Records from a collection
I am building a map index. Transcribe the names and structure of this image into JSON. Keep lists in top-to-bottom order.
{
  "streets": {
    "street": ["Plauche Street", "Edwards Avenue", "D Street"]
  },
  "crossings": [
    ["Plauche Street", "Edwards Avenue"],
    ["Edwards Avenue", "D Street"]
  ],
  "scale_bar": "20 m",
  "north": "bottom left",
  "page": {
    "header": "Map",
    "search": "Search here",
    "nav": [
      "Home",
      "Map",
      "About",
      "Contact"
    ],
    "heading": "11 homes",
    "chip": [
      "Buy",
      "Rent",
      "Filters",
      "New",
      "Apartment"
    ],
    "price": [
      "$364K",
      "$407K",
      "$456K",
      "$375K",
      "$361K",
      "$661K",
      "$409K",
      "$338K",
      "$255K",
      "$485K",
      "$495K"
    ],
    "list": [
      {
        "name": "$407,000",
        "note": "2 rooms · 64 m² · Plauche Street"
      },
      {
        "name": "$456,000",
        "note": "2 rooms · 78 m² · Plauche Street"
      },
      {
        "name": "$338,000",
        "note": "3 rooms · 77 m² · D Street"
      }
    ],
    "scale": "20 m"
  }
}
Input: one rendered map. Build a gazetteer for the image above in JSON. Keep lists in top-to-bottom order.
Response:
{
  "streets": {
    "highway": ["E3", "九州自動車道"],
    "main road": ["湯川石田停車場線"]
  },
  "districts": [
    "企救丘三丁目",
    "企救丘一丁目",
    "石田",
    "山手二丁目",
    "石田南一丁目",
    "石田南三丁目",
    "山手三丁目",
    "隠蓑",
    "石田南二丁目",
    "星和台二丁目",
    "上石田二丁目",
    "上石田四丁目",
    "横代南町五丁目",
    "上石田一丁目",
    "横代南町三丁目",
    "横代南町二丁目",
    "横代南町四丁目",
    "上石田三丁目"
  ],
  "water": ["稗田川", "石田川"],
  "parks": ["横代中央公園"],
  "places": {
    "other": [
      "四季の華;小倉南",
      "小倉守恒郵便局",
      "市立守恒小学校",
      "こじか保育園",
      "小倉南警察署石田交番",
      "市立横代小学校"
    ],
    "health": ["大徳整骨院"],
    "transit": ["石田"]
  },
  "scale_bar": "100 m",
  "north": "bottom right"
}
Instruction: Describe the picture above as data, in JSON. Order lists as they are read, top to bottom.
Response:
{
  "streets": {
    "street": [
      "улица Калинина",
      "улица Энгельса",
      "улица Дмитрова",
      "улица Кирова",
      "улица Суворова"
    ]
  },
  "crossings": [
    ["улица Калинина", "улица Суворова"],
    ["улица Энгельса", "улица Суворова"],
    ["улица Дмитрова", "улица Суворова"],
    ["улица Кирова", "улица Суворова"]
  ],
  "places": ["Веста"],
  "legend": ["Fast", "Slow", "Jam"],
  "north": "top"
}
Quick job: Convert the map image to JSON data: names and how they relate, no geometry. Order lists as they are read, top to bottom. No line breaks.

# ASSIGNED TASK:
Each record above is to be written out again, without any change.

# WRITTEN ANSWER:
I am building a map index. Transcribe the names and structure of this image into JSON. Keep lists in top-to-bottom order.
{
  "streets": {
    "street": ["Plauche Street", "Edwards Avenue", "D Street"]
  },
  "crossings": [
    ["Plauche Street", "Edwards Avenue"],
    ["Edwards Avenue", "D Street"]
  ],
  "scale_bar": "20 m",
  "north": "bottom left",
  "page": {
    "header": "Map",
    "search": "Search here",
    "nav": [
      "Home",
      "Map",
      "About",
      "Contact"
    ],
    "heading": "11 homes",
    "chip": [
      "Buy",
      "Rent",
      "Filters",
      "New",
      "Apartment"
    ],
    "price": [
      "$364K",
      "$407K",
      "$456K",
      "$375K",
      "$361K",
      "$661K",
      "$409K",
      "$338K",
      "$255K",
      "$485K",
      "$495K"
    ],
    "list": [
      {
        "name": "$407,000",
        "note": "2 rooms · 64 m² · Plauche Street"
      },
      {
        "name": "$456,000",
        "note": "2 rooms · 78 m² · Plauche Street"
      },
      {
        "name": "$338,000",
        "note": "3 rooms · 77 m² · D Street"
      }
    ],
    "scale": "20 m"
  }
}
Input: one rendered map. Build a gazetteer for the image above in JSON. Keep lists in top-to-bottom order.
Response:
{
  "streets": {
    "highway": ["E3", "九州自動車道"],
    "main road": ["湯川石田停車場線"]
  },
  "districts": [
    "企救丘三丁目",
    "企救丘一丁目",
    "石田",
    "山手二丁目",
    "石田南一丁目",
    "石田南三丁目",
    "山手三丁目",
    "隠蓑",
    "石田南二丁目",
    "星和台二丁目",
    "上石田二丁目",
    "上石田四丁目",
    "横代南町五丁目",
    "上石田一丁目",
    "横代南町三丁目",
    "横代南町二丁目",
    "横代南町四丁目",
    "上石田三丁目"
  ],
  "water": ["稗田川", "石田川"],
  "parks": ["横代中央公園"],
  "places": {
    "other": [
      "四季の華;小倉南",
      "小倉守恒郵便局",
      "市立守恒小学校",
      "こじか保育園",
      "小倉南警察署石田交番",
      "市立横代小学校"
    ],
    "health": ["大徳整骨院"],
    "transit": ["石田"]
  },
  "scale_bar": "100 m",
  "north": "bottom right"
}
Instruction: Describe the picture above as data, in JSON. Order lists as they are read, top to bottom.
Response:
{
  "streets": {
    "street": [
      "улица Калинина",
      "улица Энгельса",
      "улица Дмитрова",
      "улица Кирова",
      "улица Суворова"
    ]
  },
  "crossings": [
    ["улица Калинина", "улица Суворова"],
    ["улица Энгельса", "улица Суворова"],
    ["улица Дмитрова", "улица Суворова"],
    ["улица Кирова", "улица Суворова"]
  ],
  "places": ["Веста"],
  "legend": ["Fast", "Slow", "Jam"],
  "north": "top"
}
Quick job: Convert the map image to JSON data: names and how they relate, no geometry. Order lists as they are read, top to bottom. No line breaks.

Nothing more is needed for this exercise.